The Pharaoh’s Underwear
By Daniel Meyerson
The king’s underwear or a historical document–what was in those chests?
Like a river branching into many streams, there are endless fascinating side issues related to Howard Carter’s discovery of King Tut’s tomb. Take the chests supposedly containing Tut’s underwear: when Carter first opened them he took the folded linen inside for scrolls–documents perhaps containing valuable historical information. His partner, Lord Carnarvon, wrote to a friend anticipating what scholars would make of the new material. Carter soon changed his tune, stating that he had only discovered the king’s linen underclothes, that there were no historical writings in the tomb, and blaming his mistake on poor lighting.
But we know that as Chief Inspector of Antiquities he was one of the first to use electricity inside the tombs. Furthermore, we know that Carter was not above stealing objects from the tomb. Some small pieces are on display at the Met today (labeled “provenance unknown”), other minor pieces he’d taken were returned to Egypt after his death by his niece, and one, a wooden sculpture of the boy king arising from a lotus–a world class work of art–was found stored away in a wine crate and not included in the list of Carter’s finds (Egyptian officials searched the site when Carter was “locked out” during the legal dispute over who would get what).

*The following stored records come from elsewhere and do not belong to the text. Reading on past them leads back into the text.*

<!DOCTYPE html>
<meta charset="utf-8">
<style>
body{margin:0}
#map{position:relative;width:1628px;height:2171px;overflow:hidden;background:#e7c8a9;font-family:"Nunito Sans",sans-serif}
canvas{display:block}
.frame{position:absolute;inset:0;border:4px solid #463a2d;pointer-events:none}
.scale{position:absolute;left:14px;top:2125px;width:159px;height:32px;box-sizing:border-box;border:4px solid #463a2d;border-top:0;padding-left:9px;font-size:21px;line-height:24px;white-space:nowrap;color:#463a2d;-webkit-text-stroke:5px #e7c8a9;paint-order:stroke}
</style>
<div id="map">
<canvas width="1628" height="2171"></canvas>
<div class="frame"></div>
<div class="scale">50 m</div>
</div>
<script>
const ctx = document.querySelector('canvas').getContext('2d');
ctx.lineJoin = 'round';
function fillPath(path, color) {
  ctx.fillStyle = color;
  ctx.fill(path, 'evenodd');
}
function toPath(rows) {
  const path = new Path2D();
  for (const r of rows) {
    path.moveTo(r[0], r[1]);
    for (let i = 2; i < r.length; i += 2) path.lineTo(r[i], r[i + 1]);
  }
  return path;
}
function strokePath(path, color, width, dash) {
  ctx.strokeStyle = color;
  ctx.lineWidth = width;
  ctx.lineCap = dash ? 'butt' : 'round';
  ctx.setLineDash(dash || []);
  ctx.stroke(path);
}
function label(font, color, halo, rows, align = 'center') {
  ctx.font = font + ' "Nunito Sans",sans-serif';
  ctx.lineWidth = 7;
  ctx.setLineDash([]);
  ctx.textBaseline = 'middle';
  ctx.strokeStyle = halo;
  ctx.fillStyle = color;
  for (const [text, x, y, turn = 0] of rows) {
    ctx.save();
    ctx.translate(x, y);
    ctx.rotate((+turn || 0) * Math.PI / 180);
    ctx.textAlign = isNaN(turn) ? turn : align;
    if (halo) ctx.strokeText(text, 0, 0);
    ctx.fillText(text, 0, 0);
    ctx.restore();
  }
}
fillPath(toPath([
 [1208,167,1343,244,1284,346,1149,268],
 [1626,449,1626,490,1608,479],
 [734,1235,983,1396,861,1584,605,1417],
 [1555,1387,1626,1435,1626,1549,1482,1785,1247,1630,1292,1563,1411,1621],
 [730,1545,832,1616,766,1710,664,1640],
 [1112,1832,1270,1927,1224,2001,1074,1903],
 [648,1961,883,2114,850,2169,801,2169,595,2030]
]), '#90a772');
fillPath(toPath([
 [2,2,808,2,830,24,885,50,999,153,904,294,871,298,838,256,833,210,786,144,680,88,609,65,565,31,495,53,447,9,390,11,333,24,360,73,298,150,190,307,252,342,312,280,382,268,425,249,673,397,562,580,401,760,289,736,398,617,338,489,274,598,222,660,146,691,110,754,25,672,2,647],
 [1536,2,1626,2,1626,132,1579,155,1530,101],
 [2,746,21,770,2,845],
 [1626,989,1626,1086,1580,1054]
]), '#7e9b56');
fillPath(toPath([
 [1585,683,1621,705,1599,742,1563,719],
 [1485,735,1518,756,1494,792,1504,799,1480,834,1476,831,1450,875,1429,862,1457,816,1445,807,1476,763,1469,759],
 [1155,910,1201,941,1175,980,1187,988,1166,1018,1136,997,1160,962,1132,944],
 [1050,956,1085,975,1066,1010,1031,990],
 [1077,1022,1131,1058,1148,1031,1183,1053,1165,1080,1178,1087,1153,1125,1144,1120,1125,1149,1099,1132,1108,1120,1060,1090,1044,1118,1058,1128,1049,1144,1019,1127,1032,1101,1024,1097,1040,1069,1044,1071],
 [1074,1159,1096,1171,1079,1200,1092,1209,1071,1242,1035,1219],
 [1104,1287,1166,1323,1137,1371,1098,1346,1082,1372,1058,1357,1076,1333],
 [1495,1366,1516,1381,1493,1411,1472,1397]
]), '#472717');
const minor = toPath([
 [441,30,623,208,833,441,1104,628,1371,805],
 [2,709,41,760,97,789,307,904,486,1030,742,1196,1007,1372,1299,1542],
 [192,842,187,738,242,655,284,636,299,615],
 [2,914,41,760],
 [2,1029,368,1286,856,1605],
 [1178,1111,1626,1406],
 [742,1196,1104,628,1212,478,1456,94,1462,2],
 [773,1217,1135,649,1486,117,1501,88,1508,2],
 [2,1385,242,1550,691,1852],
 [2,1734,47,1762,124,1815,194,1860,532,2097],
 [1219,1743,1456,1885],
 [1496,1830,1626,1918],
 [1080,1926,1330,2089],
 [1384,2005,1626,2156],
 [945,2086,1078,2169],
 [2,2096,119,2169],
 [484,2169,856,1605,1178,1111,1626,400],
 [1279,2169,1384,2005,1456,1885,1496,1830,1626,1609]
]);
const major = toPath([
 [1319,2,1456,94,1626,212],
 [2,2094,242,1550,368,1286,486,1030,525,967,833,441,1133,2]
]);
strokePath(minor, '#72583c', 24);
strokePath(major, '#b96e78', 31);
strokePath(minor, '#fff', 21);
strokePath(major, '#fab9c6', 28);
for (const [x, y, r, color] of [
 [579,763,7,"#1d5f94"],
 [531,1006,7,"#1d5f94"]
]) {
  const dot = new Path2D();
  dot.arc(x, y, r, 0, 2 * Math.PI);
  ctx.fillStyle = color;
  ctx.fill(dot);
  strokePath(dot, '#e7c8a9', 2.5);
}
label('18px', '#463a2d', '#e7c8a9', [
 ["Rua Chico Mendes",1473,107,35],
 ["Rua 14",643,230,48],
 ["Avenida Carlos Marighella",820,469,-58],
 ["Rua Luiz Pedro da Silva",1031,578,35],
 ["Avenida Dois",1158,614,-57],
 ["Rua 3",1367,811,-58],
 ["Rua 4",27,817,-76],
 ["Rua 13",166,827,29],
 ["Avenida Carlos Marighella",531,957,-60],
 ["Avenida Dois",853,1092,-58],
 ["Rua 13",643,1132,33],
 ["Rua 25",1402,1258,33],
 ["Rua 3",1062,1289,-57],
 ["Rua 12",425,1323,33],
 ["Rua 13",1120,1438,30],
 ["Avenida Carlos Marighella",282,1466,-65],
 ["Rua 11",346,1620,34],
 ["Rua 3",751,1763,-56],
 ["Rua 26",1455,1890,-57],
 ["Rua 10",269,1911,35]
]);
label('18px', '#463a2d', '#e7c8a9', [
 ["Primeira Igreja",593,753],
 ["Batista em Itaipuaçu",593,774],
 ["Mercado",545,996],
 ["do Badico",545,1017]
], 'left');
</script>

Especially interesting was the enigmatic threat Carter made during this difficult time. A British embassy official refused to help him in his struggle with the Egyptian government and Carter, enraged, blurted out that he would reveal to the world the other side of the Exodus story. Had Carter, in fact, uncovered material relating to the Exodus–a contemporary account, in fact? In that case, he would have stumbled on a story recorded over a thousand years later by the Egyptian priest Manetho: in Greek, Manetho wrote of an oral tradition, passed down for centuries, of a leader who had gathered together Egypt’s lepers and outcasts, people who reviled the gods and hated humankind. After oppressing and destroying Egypt, these criminals finally left the land. Could this be what Carter was referring to in his outburst at the British embassy–an indiscreet revelation that he had actually discovered historical writings, not underwear, and perhaps had sold them for his own profit?
IMAGE: Howard Carter, May 8, 1924. National Photo Company Collection, Library of Congress. Courtesy of author.